Walker was a graduate of the Army Command and General Staff College and the Air War College. He served as the Assistant Chief of Staff, G2 of the 3rd Armored Division in Germany and as the Assistant Chief of Staff, G2 of III Corps at Fort Hood, Texas. He served as Chief of Staff and later as Deputy Commandant of the U.S. Army Intelligence Center and School at Fort Huachuca, Arizona and as Chief of Staff and later Deputy Commanding General of the Army's Intelligence and Security Command in Washington, DC. His final assignment immediately prior to retirement from the Army in 1989 was as Director of Intelligence/J2 of Forces Command in Atlanta, Georgia.

==Retirement==

After retirement from the Army, Ret. General Walker and his wife resided in Huntsville, Alabama where Ret. General Walker was employed by Science Applications International Corporation. Later he did consulting work in the United Arab Emirates. He was President of the Huntsville Chapter of the Military Officers Association of America and Chairman of the Military Retiree Advisory Council to the Commander, Redstone Arsenal in Huntsville. General Walker was a volunteer with the Huntsville Chapter of the American Red Cross.

In 1998, Walker and his wife moved to Niceville, Florida. Upon his death in 2005 he was interred at Arlington National Cemetery.
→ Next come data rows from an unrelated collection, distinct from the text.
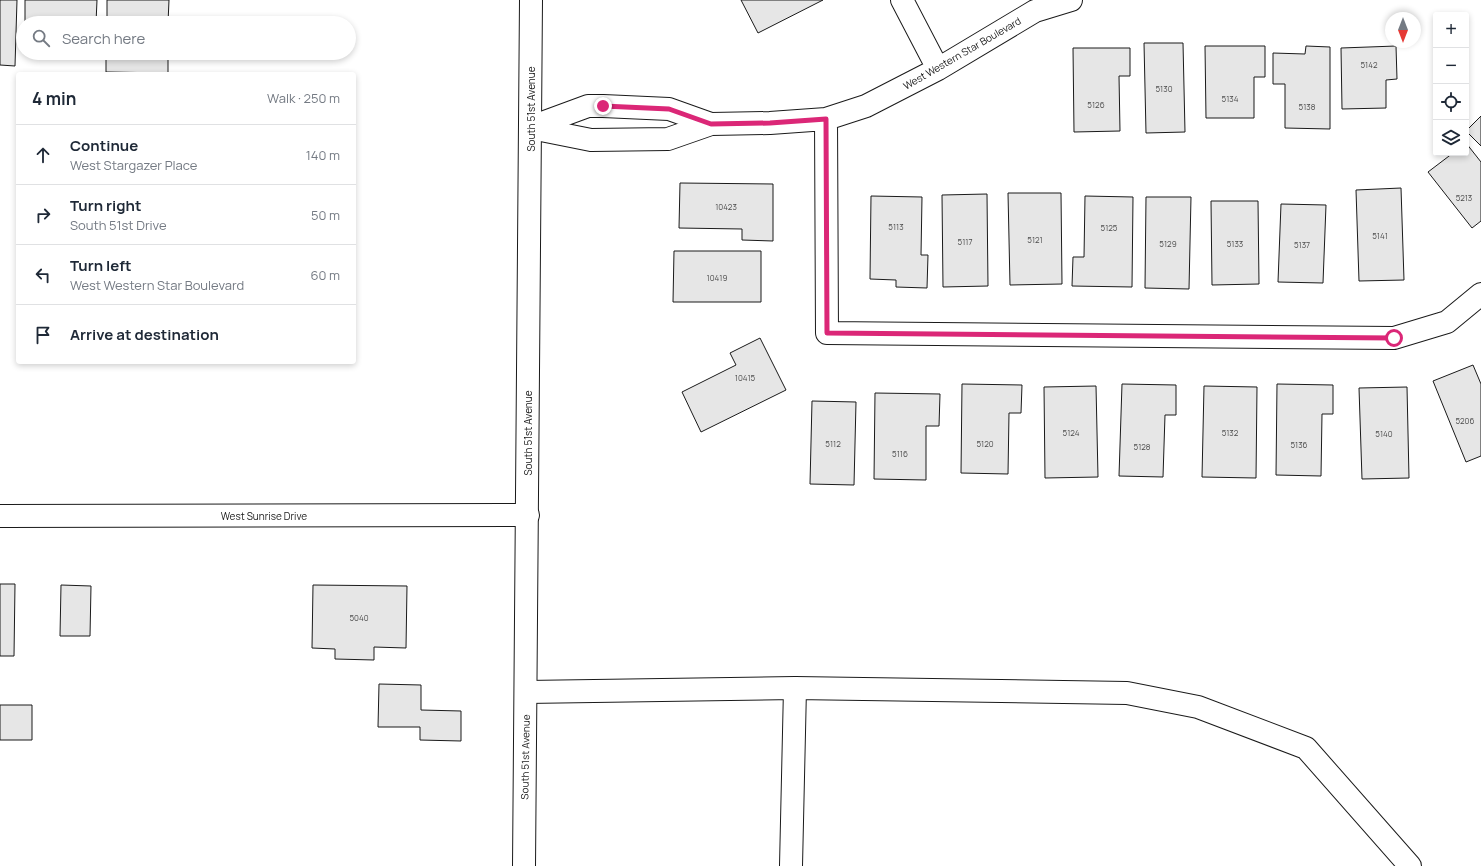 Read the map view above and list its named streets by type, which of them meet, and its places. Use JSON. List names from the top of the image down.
{
  "streets": {
    "street": ["West Western Star Boulevard", "South 51st Avenue", "West Sunrise Drive"]
  },
  "crossings": [
    ["West Western Star Boulevard", "South 51st Avenue"],
    ["South 51st Avenue", "West Sunrise Drive"]
  ],
  "house_numbers": [
    "5142",
    "5130",
    "5134",
    "5126",
    "5138",
    "5213",
    "10423",
    "5113",
    "5125",
    "5141",
    "5121",
    "5117",
    "5129",
    "5133",
    "5137",
    "10419",
    "10415",
    "5206",
    "5124",
    "5132",
    "5140",
    "5112",
    "5120",
    "5136",
    "5128",
    "5116",
    "5040"
  ],
  "north": "bottom",
  "page": {
    "map_buttons": ["+", "−"],
    "search": "Search here",
    "heading": ["4 min", "Walk · 250 m"],
    "list": [
      ["Continue", "West Stargazer Place", "140 m"],
      ["Turn right", "South 51st Drive", "50 m"],
      ["Turn left", "West Western Star Boulevard", "60 m"],
      "Arrive at destination"
    ]
  }
} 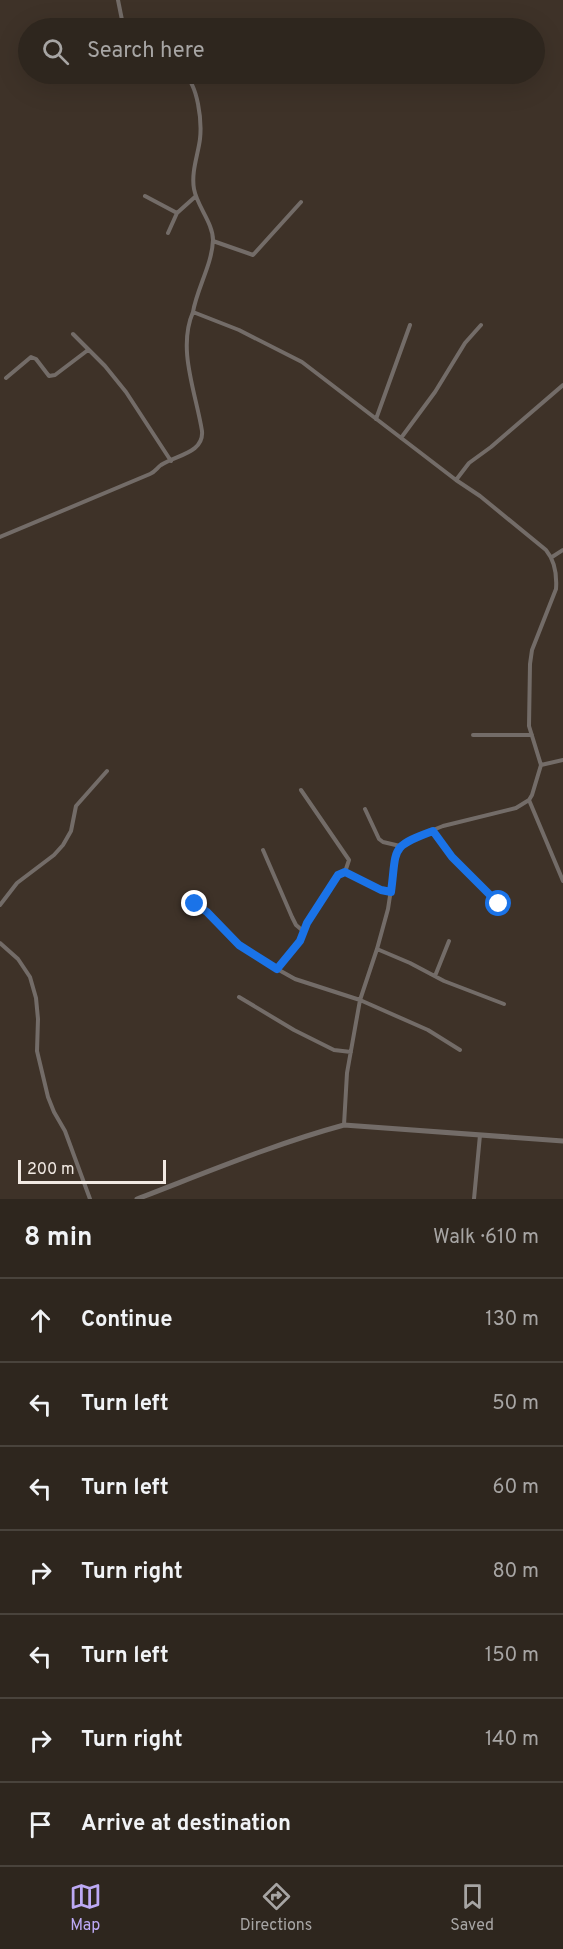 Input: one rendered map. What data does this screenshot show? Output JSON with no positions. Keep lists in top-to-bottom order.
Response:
{
  "scale_bar": "200 m",
  "page": {
    "search": "Search here",
    "scale": "200 m",
    "heading": ["8 min", "Walk · 610 m"],
    "list": [
      ["Continue", "130 m"],
      ["Turn left", "50 m"],
      ["Turn left", "60 m"],
      ["Turn right", "80 m"],
      ["Turn left", "150 m"],
      ["Turn right", "140 m"],
      "Arrive at destination"
    ],
    "nav": ["Map", "Directions", "Saved"]
  }
} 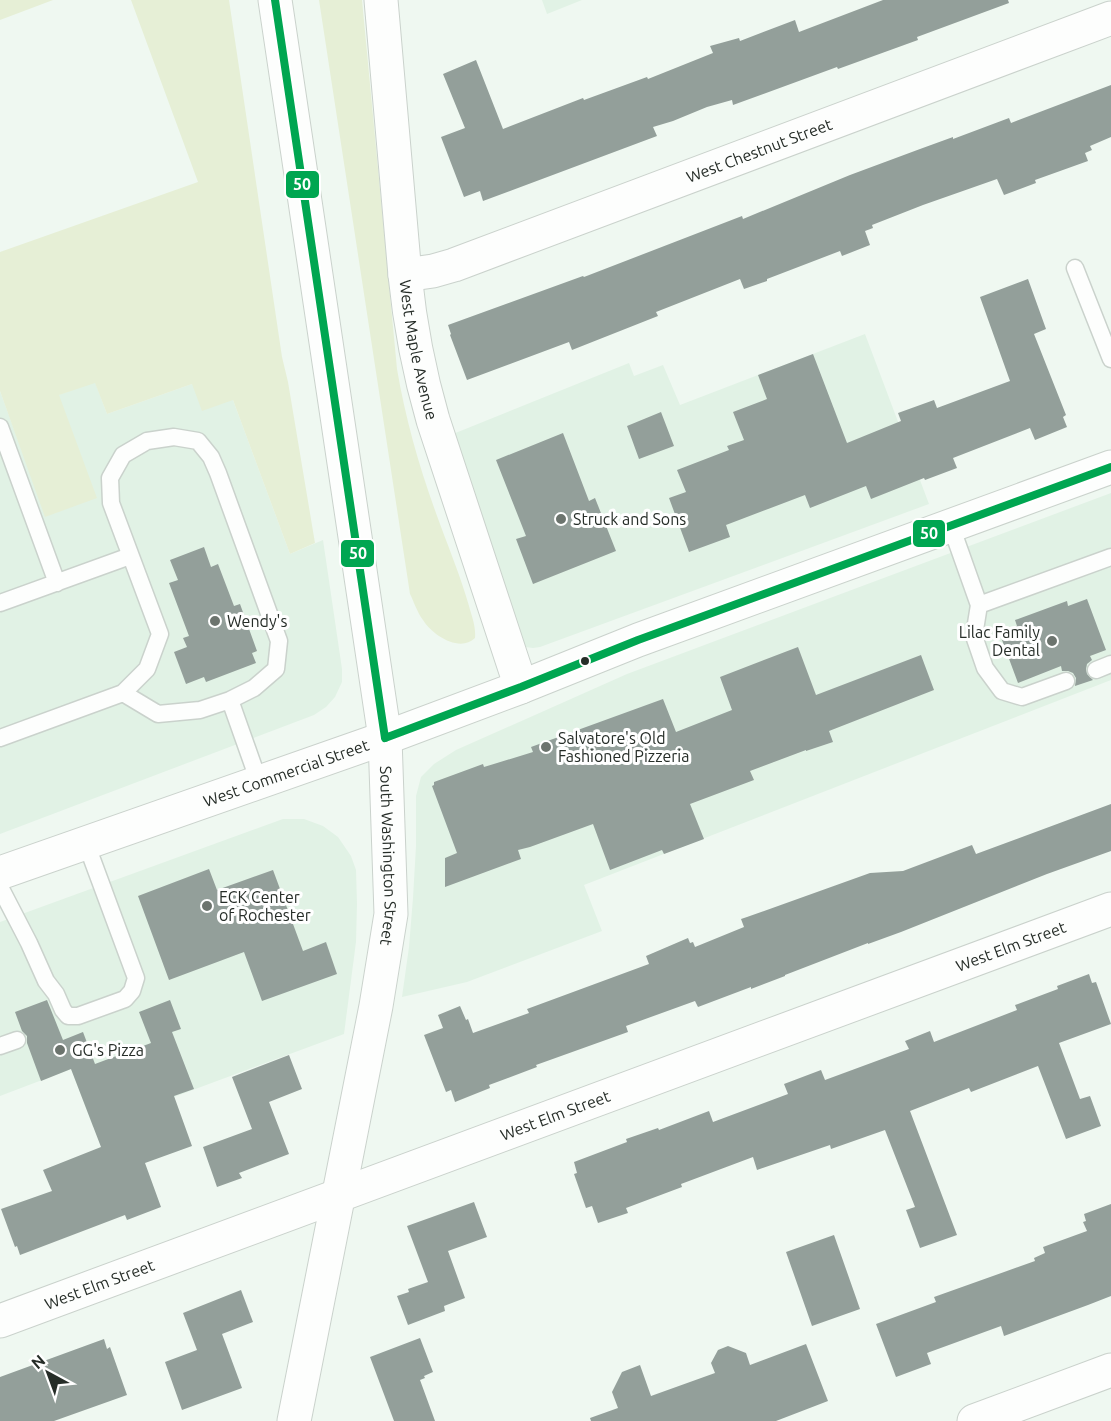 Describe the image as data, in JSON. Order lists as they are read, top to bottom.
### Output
{
  "streets": {
    "street": [
      "West Chestnut Street",
      "West Maple Avenue",
      "West Commercial Street",
      "South Washington Street",
      "West Elm Street"
    ]
  },
  "crossings": [
    ["West Chestnut Street", "West Maple Avenue"],
    ["West Maple Avenue", "West Commercial Street"],
    ["West Commercial Street", "South Washington Street"],
    ["South Washington Street", "West Elm Street"]
  ],
  "places": [
    "Struck and Sons",
    "Wendy's",
    "Lilac Family Dental",
    "Salvatore's Old Fashioned Pizzeria",
    "ECK Center of Rochester",
    "GG's Pizza"
  ],
  "lines": ["transit line 50"],
  "north": "top left"
}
==Decorations and medals==

In 1990, General Walker was inducted into the U.S. Army Military Intelligence Hall of Fame at Fort Huachuca, Arizona and served as the Honorary Colonel of The Army's Military Intelligence Corps from 1994 until 1998. General Walker was a lifetime member of the Military Officers Association of America, the Veterans of Foreign Wars, the National Association of Uniformed Services, and the Association of the United States Army. He was also a member of the American Legion and the Knights of Columbus.

Among General Walker's awards and decorations were the Army Distinguished Service Medal, Legion of Merit, Air Medal, Meritorious Service Medal with 2 oak leaf clusters, Army Commendation Medal with 1 oak leaf cluster, Air Force Commendation Medal, National Defense Service Medal; Vietnam Service Medal; Armed Forces Reserve Medal; Army Service Ribbon; 4 awards of the Army Overseas Service Ribbon; Republic of Vietnam Campaign Medal with 4 campaign stars; Republic of Vietnam Gallantry Cross Unit Citation with Palm; and the Vietnamese Cross of Gallantry with Gold Cross.